Los estudios de estética aplicados al arte africano tienen el inconveniente de una evidente ausencia de reflexiones por escrito. Si la filosofía del arte se puede dividir en teoría de la creación artística y teoría de la percepción estética, en África la falta de fuentes escritas provoca la práctica imposibilidad de la primera acepción. Así, para designar la estética aplicada a formas culturales ajenas a la escritura se forjó el término «etnoestética», concepto de filiación occidental no exento de un cierto eurocentrismo. La mayoría de estudios realizados sobre la percepción estética en las culturas africanas están vinculados a la antropología, centrados en el estudio particular de una cultura o bien en el análisis comparativo de diversas manifestaciones culturales. Debido a la multiplicidad de etnias y culturas repartidas por todo el continente, la mayoría de análisis se centran en el estudio comparativo y sintético de las diversas manifestaciones artísticas africanas, para establecer unos criterios comunes que permitan hablar de una «estética africana» –término introducido por Susan M. Vogel[233]​ que no deja de tener un carácter algo simplista–.[234]

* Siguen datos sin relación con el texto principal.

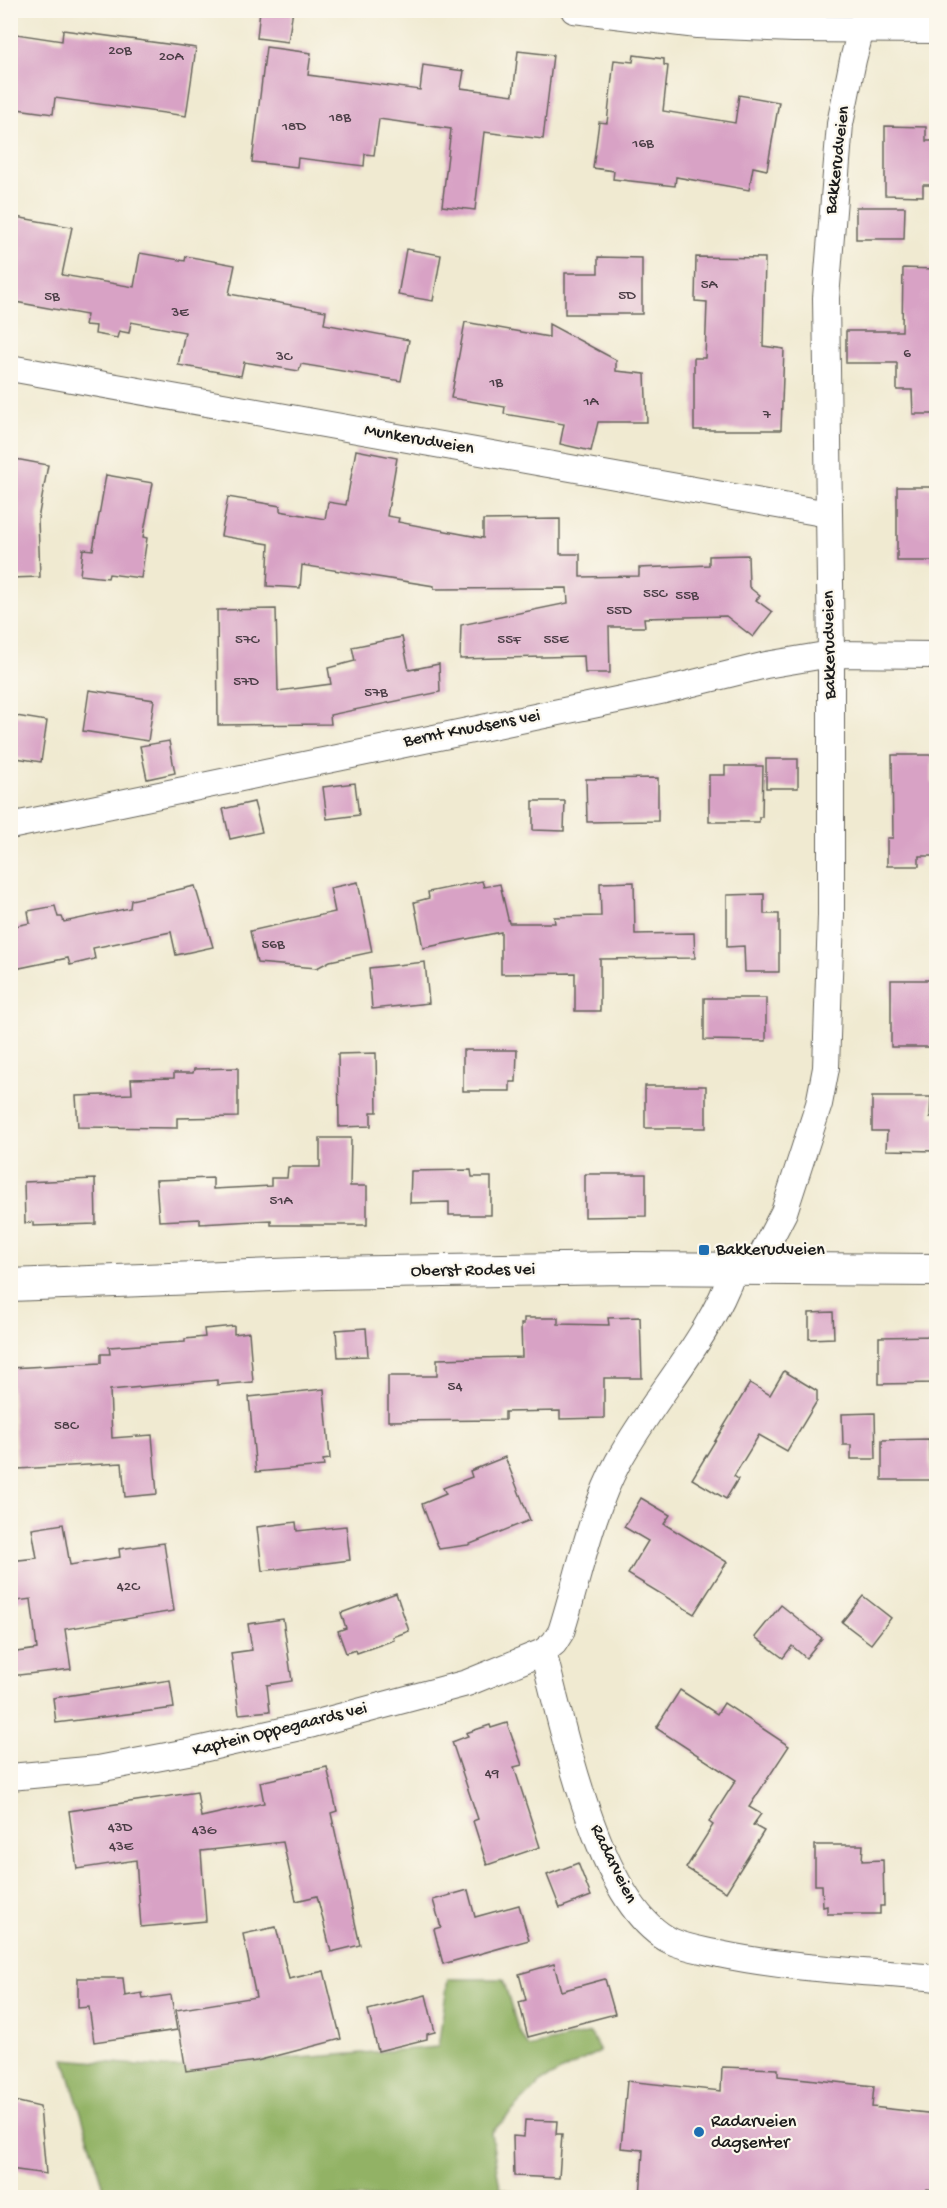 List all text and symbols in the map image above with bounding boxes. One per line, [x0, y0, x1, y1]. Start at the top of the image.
house number: 20B [108, 42, 132, 60]
house number: 20A [159, 48, 185, 66]
street label: Bakkerudveien [821, 104, 855, 216]
house number: 18B [328, 109, 351, 127]
house number: 18D [281, 118, 306, 136]
house number: 16B [631, 135, 654, 153]
house number: 5A [701, 276, 719, 294]
house number: 5D [618, 287, 636, 305]
house number: 5B [44, 288, 60, 306]
house number: 3E [170, 304, 189, 322]
house number: 6 [903, 345, 911, 363]
house number: 3C [275, 348, 293, 366]
house number: 1B [488, 374, 503, 392]
house number: 1A [583, 393, 600, 411]
house number: 7 [762, 406, 772, 424]
street label: Munkerudveien [362, 420, 476, 460]
house number: 55C [643, 585, 668, 603]
house number: 55B [675, 587, 699, 605]
street label: Bakkerudveien [819, 590, 841, 701]
house number: 55D [606, 602, 632, 620]
house number: 57C [235, 631, 260, 649]
house number: 55F [497, 631, 522, 649]
house number: 55E [543, 631, 569, 649]
house number: 57D [233, 673, 259, 691]
house number: 57B [364, 684, 388, 702]
street label: Bernt Knudsens vei [401, 705, 542, 753]
house number: 56B [261, 936, 285, 954]
house number: 51A [270, 1192, 294, 1210]
place label: Bakkerudveien [715, 1240, 825, 1261]
marker: Bakkerudveien [697, 1243, 711, 1257]
street label: Oberst Rodes vei [410, 1259, 536, 1283]
house number: 54 [448, 1378, 463, 1396]
house number: 58C [54, 1417, 79, 1435]
house number: 42C [117, 1578, 140, 1596]
street label: Kaptein Oppegaards vei [191, 1698, 370, 1762]
house number: 49 [485, 1765, 500, 1783]
house number: 43D [108, 1819, 133, 1837]
street label: Radarveien [585, 1821, 641, 1907]
house number: 43G [192, 1822, 217, 1840]
house number: 43E [109, 1838, 134, 1856]
place label: Radarveien dagsenter [711, 2112, 797, 2154]
marker: Radarveien dagsenter [692, 2125, 706, 2139] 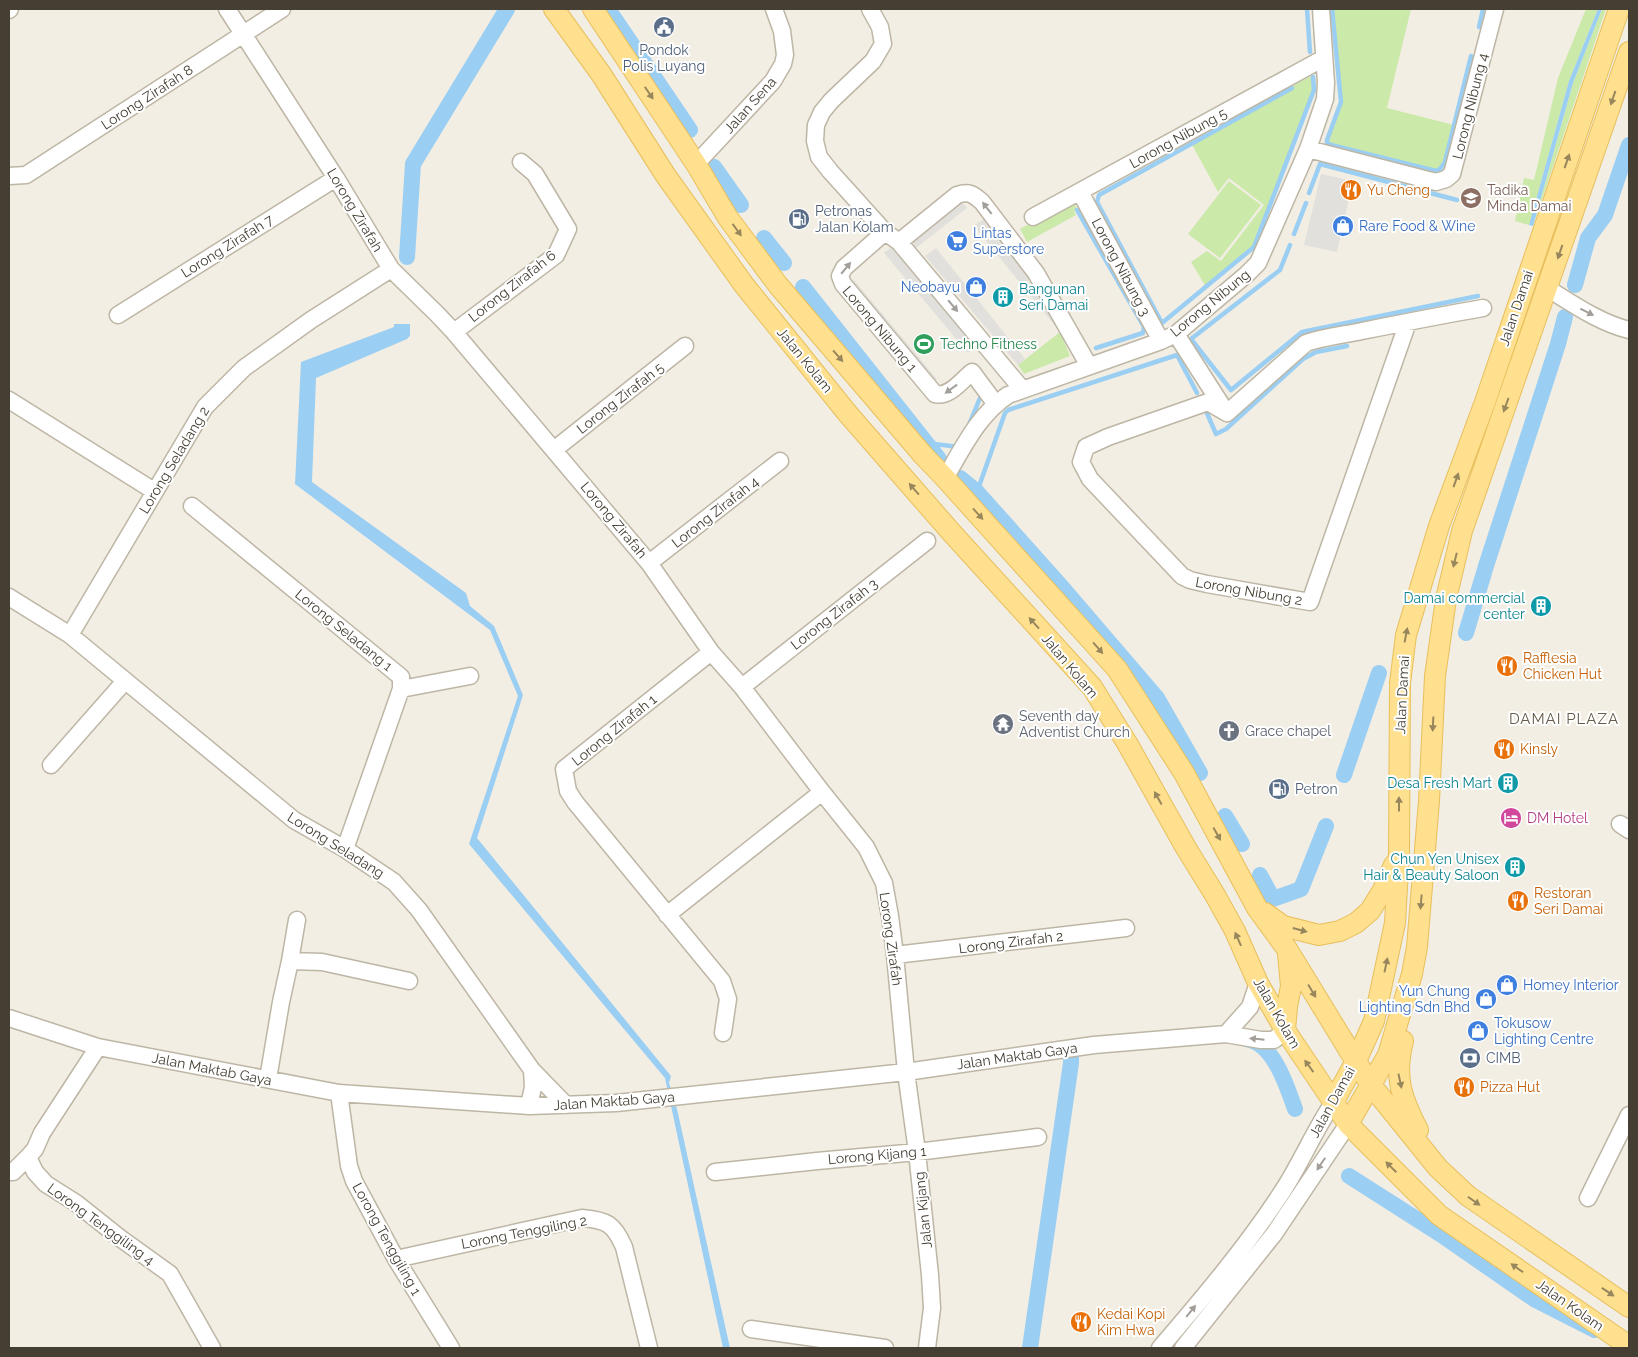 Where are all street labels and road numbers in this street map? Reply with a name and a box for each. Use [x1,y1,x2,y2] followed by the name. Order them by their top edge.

Según estas premisas, se pueden percibir en el arte africano en general unos cuantos conceptos en común, como serían: el naturalismo –que no implica realismo, sino inspiración en formas naturales–, la búsqueda del equilibrio y la proporción, la simetría, la originalidad, el geometrismo, la estilización, el expresionismo, la tendencia al paidomorfismo –imágenes en forma de niño, por la preferencia hacia la juventud como edad ideal del ser humano–, la búsqueda de la tridimensionalidad en escultura con una cierta tendencia a la frontalidad, el gusto por la forma redonda, la predilección por la claridad, la luminosidad, el lustre, la pulidez, el rechazo de la rugosidad –que relacionan a la enfermedad–, etc. También hay que mencionar la indisoluble relación del arte con múltiples creencias religiosas, ritos y ceremonias de diversa índole, desde la magia hasta el animismo –de ahí la importancia de máscaras y fetiches–, siendo el arte la principal manifestación cultural de numerosos pueblos africanos. Asimismo, el arte está interrelacionado con la naturaleza, ya que para la mayoría de pueblos africanos los elementos naturales tienen carácter sagrado, y pueden ser fuerzas benéficas o destructoras. Por último, cabe remarcar que el arte africano influyó poderosamente en las vanguardias artísticas europeas de principios del siglo XX, debido al colonialismo y a la apertura de numerosos museos de etnología en la mayoría de ciudades europeas. En particular, a los jóvenes artistas europeos les interesó vivamente la estilización geométrica de la escultura africana, su carácter expresivo y su aire primitivo, original, espontáneo, subjetivo, producto de una fuerte interrelación entre la naturaleza y el ser humano.[235]